Problem requirements:
Could you repeat the records below exactly, leaving out any pictures?

Saved data entries
---

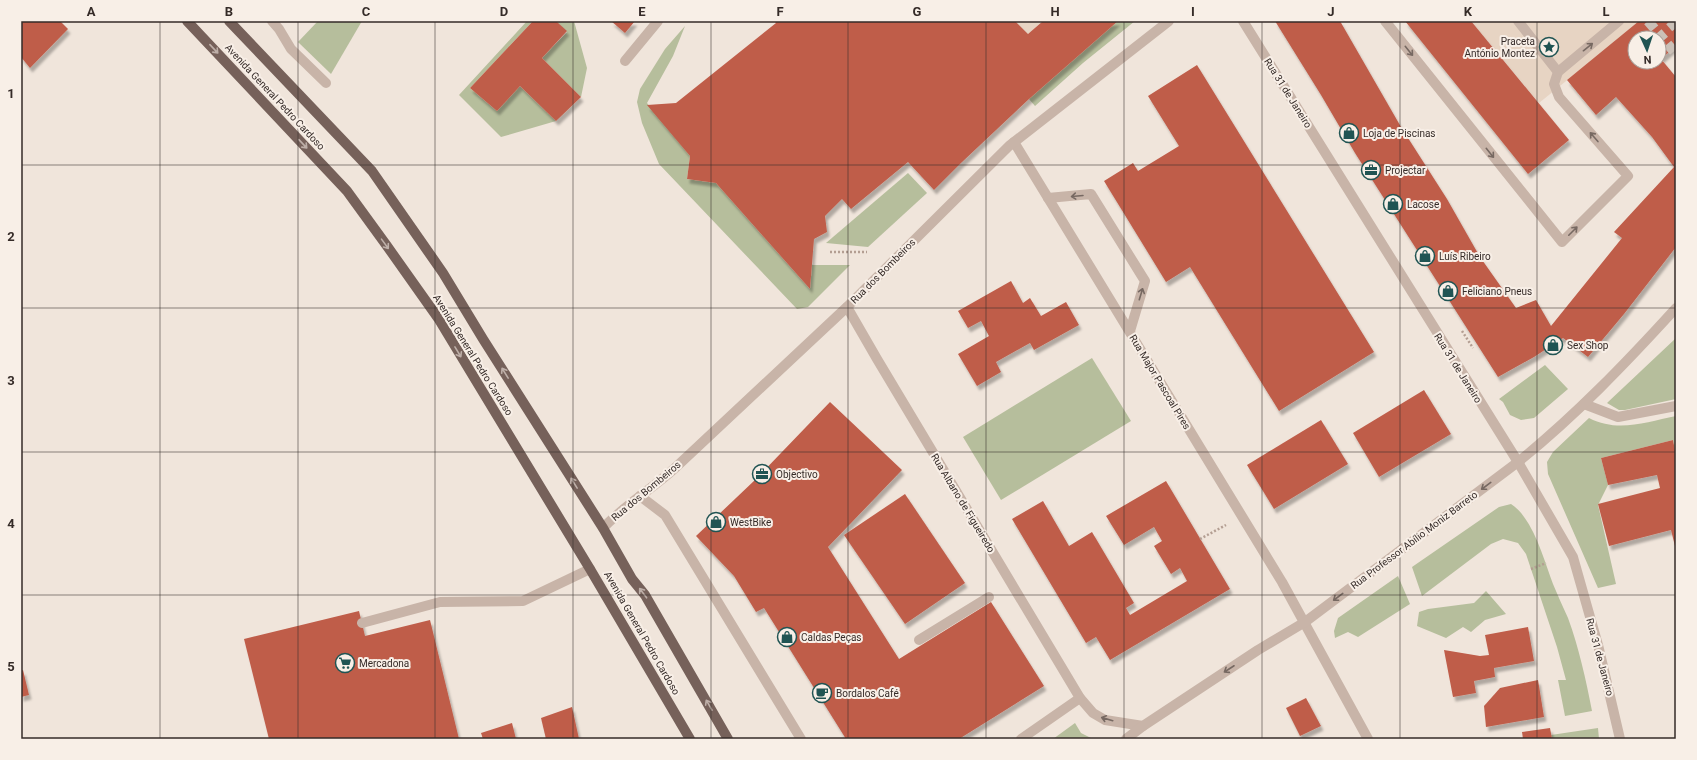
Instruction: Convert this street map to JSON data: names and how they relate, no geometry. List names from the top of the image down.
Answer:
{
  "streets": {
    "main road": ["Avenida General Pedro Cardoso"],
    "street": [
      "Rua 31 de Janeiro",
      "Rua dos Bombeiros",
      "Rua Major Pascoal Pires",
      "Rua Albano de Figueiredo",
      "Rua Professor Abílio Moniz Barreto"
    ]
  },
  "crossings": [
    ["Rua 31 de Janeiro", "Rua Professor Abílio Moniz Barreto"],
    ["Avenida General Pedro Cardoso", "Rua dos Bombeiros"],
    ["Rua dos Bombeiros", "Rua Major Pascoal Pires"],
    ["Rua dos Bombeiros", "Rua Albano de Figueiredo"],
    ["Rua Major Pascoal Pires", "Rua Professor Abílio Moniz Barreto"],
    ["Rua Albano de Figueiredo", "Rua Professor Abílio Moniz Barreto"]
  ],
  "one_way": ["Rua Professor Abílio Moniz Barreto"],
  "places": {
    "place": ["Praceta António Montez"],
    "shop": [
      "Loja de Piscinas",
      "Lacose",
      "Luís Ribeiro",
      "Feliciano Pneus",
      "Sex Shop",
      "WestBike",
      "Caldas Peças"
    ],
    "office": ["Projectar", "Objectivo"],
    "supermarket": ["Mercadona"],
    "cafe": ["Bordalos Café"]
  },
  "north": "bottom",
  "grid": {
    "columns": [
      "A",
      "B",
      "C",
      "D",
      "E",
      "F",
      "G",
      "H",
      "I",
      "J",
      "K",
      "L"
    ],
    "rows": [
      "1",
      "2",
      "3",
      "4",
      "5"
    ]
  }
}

---

Solution to this task:
Instruction: Convert this street map to JSON data: names and how they relate, no geometry. List names from the top of the image down.
Answer:
{
  "streets": {
    "main road": ["Avenida General Pedro Cardoso"],
    "street": [
      "Rua 31 de Janeiro",
      "Rua dos Bombeiros",
      "Rua Major Pascoal Pires",
      "Rua Albano de Figueiredo",
      "Rua Professor Abílio Moniz Barreto"
    ]
  },
  "crossings": [
    ["Rua 31 de Janeiro", "Rua Professor Abílio Moniz Barreto"],
    ["Avenida General Pedro Cardoso", "Rua dos Bombeiros"],
    ["Rua dos Bombeiros", "Rua Major Pascoal Pires"],
    ["Rua dos Bombeiros", "Rua Albano de Figueiredo"],
    ["Rua Major Pascoal Pires", "Rua Professor Abílio Moniz Barreto"],
    ["Rua Albano de Figueiredo", "Rua Professor Abílio Moniz Barreto"]
  ],
  "one_way": ["Rua Professor Abílio Moniz Barreto"],
  "places": {
    "place": ["Praceta António Montez"],
    "shop": [
      "Loja de Piscinas",
      "Lacose",
      "Luís Ribeiro",
      "Feliciano Pneus",
      "Sex Shop",
      "WestBike",
      "Caldas Peças"
    ],
    "office": ["Projectar", "Objectivo"],
    "supermarket": ["Mercadona"],
    "cafe": ["Bordalos Café"]
  },
  "north": "bottom",
  "grid": {
    "columns": [
      "A",
      "B",
      "C",
      "D",
      "E",
      "F",
      "G",
      "H",
      "I",
      "J",
      "K",
      "L"
    ],
    "rows": [
      "1",
      "2",
      "3",
      "4",
      "5"
    ]
  }
}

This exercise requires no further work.